Data excerpts:
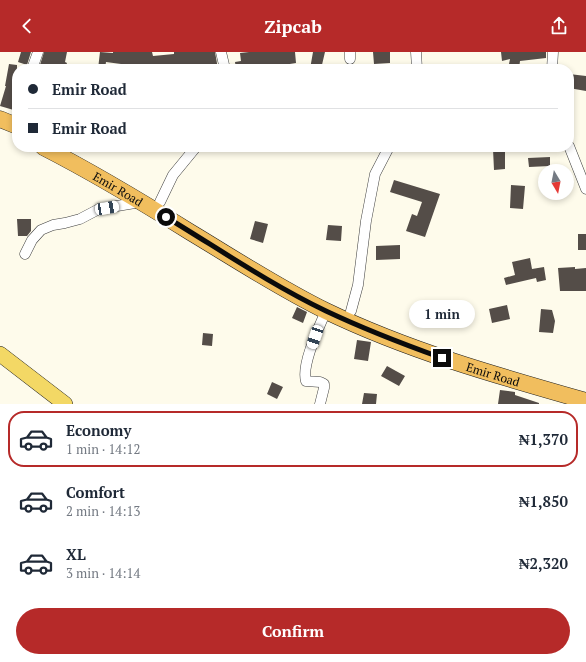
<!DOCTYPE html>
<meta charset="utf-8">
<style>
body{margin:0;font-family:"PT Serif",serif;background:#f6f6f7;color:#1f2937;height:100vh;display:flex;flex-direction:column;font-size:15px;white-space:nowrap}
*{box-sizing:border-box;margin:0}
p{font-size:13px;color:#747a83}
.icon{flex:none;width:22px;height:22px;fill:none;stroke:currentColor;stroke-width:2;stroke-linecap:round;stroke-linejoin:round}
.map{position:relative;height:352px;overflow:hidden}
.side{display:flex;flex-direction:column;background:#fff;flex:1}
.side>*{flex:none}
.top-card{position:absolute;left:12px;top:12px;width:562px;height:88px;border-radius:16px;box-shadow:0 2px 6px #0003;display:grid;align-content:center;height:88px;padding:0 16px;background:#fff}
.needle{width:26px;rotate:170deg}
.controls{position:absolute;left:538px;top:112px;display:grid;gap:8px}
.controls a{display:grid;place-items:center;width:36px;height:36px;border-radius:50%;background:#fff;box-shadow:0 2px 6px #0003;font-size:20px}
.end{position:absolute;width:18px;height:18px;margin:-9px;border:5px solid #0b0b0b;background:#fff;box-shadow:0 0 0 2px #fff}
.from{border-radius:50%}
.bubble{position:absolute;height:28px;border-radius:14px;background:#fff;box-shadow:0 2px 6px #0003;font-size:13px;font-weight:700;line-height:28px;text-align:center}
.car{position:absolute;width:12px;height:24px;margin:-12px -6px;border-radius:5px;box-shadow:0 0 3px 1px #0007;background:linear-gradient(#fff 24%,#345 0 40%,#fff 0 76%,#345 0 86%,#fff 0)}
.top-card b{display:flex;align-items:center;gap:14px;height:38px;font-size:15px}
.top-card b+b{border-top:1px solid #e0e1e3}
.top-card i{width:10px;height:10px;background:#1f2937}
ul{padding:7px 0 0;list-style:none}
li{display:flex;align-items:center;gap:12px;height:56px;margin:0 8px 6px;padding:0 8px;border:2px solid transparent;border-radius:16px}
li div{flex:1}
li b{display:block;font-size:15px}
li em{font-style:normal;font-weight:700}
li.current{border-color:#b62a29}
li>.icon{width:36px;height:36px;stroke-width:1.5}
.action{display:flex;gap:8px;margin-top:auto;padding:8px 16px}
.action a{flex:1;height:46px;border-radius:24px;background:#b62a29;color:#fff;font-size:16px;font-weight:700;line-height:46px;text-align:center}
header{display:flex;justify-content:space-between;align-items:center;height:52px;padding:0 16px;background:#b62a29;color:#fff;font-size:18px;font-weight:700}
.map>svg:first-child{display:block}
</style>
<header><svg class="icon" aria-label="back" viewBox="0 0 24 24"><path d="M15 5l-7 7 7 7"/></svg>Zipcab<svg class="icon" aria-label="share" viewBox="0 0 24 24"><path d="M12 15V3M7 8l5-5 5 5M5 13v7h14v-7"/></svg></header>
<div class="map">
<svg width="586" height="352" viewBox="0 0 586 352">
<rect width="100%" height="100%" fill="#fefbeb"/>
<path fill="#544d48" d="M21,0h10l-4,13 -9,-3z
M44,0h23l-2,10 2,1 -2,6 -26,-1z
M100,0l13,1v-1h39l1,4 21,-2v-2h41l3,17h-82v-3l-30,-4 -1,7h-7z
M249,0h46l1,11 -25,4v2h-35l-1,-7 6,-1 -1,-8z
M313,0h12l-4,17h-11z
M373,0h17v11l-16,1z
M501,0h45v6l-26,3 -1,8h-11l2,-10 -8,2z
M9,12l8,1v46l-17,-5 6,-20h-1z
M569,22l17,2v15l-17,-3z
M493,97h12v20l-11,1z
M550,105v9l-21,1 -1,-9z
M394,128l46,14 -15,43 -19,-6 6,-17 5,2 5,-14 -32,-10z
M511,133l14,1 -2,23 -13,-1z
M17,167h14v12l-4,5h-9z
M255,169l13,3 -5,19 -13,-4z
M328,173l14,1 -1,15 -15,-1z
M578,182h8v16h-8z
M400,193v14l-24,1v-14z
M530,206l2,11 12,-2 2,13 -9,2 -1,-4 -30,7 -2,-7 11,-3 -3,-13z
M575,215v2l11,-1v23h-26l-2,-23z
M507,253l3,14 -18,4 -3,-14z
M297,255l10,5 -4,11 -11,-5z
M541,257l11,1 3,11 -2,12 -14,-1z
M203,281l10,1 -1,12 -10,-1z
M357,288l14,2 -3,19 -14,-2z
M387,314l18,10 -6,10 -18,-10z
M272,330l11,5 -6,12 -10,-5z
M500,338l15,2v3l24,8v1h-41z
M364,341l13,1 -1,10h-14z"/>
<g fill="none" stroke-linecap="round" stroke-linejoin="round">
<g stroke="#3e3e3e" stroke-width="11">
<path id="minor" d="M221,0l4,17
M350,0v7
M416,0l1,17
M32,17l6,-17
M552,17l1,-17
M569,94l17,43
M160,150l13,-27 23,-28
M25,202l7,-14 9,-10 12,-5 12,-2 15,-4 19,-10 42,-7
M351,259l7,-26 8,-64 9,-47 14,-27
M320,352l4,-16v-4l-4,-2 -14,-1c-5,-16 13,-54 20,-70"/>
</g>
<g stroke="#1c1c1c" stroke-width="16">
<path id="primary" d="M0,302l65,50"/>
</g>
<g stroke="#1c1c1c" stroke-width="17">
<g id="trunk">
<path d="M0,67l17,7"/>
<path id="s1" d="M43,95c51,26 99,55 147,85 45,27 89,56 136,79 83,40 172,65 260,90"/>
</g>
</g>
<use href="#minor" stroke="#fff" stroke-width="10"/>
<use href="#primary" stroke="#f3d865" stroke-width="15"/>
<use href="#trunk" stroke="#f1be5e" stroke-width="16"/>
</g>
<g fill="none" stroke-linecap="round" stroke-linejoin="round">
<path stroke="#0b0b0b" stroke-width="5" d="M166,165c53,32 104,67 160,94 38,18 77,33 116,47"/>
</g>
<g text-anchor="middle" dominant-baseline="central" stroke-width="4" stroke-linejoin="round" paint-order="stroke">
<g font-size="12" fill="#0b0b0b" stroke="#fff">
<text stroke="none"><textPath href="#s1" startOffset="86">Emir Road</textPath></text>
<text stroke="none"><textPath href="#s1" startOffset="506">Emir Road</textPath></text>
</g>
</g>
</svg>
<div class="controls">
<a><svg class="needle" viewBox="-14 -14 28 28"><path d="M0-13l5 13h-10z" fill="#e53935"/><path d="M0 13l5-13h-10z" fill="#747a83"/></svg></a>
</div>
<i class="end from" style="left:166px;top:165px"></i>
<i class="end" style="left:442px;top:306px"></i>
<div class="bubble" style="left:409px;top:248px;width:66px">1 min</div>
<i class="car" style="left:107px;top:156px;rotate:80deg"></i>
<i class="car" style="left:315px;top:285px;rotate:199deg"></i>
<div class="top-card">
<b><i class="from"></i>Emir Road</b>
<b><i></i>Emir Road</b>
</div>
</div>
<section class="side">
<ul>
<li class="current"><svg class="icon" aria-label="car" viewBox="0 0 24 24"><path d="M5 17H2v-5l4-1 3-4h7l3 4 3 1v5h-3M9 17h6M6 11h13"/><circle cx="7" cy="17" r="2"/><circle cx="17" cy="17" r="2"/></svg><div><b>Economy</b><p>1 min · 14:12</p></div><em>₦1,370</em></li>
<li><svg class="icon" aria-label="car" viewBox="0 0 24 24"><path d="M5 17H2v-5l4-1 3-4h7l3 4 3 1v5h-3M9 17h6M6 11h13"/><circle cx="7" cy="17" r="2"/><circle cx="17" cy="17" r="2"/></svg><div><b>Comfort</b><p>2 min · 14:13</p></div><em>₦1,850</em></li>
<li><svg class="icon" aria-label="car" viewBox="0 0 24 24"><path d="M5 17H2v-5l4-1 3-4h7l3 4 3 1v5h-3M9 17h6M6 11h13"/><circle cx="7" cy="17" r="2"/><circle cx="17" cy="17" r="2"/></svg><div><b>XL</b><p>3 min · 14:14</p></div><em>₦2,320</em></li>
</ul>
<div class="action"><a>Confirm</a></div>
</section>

*Problem to solve*
Copy each line from the entries above that has the word "bubble" in it.

*Solved exercise*
.bubble{position:absolute;height:28px;border-radius:14px;background:#fff;box-shadow:0 2px 6px #0003;font-size:13px;font-weight:700;line-height:28px;text-align:center}
<div class="bubble" style="left:409px;top:248px;width:66px">1 min</div>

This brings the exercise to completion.